Vitrification is an advanced cell-freezing technique, which allows a higher survival rate after thawing due to the fact that high concentrations of cryoprotectants are used along with reduced volumes and timings. Thus, the formation of intracellular ice crystals is prevented, which are responsible, in most cases, for provoking irreparable cell damage. The vitrification process is used to freeze oocytes or embryos and it guarantees a survival rate of more than 80%. This technique enables the vitrified oocytes which have survived the thawing process to have similar attributes to fresh ones. They are then able to be fertilized by the spermatozoids. The generated embryos can then be implanted and develop into healthy children. Typical IVF treatment involves stimulating a woman's ovaries with hormones to produce eggs which are then collected and fertilized in the laboratory, with one or two embryos being transplanted into the womb two days later. The remaining embryos can be slow-frozen or vitrified, then stored, to be used later if the initial cycle fails.

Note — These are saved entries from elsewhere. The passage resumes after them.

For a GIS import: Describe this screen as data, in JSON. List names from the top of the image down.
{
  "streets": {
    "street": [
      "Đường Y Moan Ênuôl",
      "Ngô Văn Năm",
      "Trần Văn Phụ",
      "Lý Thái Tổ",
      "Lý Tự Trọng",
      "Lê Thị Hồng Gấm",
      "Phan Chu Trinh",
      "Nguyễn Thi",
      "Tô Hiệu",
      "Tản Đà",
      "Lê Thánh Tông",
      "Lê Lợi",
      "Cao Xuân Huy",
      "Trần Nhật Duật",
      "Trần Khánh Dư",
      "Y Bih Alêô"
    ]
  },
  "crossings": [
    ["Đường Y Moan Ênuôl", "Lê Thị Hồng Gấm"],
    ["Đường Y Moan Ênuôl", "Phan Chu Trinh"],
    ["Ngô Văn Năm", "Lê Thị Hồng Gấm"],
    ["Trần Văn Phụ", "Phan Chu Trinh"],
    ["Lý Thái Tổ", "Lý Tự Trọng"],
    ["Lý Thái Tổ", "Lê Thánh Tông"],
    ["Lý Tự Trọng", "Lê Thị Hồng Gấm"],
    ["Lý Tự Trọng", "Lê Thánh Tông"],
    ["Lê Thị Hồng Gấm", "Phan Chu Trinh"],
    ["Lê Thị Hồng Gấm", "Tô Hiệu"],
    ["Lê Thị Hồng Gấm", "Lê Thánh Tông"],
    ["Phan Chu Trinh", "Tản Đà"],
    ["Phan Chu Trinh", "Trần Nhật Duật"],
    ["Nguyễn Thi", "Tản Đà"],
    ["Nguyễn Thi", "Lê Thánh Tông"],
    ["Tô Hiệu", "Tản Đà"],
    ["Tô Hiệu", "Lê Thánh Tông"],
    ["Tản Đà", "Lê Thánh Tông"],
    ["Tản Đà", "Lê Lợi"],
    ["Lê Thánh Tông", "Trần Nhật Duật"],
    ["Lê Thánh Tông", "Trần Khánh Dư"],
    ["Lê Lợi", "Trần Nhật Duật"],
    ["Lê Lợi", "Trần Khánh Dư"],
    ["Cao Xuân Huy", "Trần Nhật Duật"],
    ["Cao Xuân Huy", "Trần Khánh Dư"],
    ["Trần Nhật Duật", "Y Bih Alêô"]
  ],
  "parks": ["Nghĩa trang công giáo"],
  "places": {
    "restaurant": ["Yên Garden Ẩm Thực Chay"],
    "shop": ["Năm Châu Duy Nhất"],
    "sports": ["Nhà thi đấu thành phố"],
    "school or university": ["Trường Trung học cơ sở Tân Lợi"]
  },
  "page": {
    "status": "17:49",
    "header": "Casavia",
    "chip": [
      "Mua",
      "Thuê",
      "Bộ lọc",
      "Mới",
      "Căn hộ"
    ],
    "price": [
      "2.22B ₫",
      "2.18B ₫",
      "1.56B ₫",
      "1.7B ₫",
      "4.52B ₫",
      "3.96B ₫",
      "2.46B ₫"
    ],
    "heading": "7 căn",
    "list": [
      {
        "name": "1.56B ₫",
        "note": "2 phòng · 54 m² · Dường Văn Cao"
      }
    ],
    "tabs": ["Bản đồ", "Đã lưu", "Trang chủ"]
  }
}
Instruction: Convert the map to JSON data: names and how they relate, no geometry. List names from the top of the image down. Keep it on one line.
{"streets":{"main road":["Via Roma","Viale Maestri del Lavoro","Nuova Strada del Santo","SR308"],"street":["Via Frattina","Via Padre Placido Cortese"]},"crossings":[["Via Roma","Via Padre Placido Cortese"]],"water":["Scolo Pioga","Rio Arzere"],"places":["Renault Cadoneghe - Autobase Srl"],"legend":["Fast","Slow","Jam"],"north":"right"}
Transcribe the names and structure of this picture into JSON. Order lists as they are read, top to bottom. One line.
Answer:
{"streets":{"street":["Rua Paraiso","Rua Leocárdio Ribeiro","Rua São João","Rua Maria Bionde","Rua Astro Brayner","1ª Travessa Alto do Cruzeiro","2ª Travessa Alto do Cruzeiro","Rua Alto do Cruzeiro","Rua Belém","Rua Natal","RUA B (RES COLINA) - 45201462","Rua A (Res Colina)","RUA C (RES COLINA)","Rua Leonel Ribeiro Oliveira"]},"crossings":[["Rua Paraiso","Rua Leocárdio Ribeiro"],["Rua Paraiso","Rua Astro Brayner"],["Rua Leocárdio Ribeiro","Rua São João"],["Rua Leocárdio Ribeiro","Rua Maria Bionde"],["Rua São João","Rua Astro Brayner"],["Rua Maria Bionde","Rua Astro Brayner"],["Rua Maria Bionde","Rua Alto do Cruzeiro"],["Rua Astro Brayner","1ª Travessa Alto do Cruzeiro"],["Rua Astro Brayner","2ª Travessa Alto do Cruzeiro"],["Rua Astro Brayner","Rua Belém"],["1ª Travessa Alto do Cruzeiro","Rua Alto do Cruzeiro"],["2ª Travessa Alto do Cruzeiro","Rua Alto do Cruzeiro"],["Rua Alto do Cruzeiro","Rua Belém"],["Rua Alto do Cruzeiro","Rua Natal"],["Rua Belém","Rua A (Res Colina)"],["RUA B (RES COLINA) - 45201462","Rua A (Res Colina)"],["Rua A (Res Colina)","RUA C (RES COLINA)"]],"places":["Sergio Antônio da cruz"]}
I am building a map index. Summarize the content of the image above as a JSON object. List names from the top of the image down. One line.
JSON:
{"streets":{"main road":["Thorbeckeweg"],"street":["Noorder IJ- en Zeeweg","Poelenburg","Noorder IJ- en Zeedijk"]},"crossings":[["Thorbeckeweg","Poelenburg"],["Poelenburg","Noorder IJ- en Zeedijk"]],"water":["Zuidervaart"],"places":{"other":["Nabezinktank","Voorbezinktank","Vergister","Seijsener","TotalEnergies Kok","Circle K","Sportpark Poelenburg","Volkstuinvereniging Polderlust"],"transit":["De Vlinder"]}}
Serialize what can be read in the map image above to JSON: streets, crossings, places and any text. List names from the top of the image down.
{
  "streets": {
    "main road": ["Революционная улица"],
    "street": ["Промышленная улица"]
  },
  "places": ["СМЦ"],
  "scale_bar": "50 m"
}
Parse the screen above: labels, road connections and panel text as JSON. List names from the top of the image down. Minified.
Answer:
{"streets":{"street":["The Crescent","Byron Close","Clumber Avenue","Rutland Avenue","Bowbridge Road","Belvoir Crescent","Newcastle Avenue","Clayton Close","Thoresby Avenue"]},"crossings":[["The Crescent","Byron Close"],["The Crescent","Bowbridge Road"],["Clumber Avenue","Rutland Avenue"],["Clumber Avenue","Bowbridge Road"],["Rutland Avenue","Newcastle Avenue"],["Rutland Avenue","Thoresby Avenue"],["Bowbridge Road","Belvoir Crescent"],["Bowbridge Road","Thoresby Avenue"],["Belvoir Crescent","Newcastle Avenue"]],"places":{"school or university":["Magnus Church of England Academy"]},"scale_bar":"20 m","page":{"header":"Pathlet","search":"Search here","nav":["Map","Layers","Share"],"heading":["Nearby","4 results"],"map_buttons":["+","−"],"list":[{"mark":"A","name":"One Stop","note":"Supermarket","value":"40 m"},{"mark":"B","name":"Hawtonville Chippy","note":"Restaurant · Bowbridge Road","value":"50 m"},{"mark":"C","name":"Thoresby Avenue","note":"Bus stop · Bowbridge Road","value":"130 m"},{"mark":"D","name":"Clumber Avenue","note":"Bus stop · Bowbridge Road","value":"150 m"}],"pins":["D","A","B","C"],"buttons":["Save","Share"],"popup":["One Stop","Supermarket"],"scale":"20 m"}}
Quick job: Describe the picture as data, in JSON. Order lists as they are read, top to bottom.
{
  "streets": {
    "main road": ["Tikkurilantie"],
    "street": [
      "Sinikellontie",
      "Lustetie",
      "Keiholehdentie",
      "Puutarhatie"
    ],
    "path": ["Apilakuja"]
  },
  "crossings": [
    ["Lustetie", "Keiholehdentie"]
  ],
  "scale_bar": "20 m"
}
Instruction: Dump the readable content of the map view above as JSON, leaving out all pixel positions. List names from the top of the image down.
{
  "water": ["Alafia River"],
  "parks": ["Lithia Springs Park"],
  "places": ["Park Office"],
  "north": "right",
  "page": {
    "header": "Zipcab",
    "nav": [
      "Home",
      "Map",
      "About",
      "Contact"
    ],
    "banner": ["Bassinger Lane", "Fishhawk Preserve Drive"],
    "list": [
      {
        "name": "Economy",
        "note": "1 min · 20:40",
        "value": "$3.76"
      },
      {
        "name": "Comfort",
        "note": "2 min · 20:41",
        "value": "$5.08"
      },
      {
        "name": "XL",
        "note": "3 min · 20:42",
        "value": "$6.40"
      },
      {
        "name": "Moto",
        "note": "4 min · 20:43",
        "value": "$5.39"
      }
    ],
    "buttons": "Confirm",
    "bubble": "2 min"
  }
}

New studies have provided further evidence that vitrified embryos may be better than fresh for IVF. Frozen embryos are more likely to produce successful, complication free IVF pregnancies than those that are fresh, research suggests. The studies indicate that using vitrified embryos rather than fresh embryos reduces the risk of stillbirth and premature delivery. The technique allows more embryos to survive the thawing process than the older and more widely used slow-freezing method.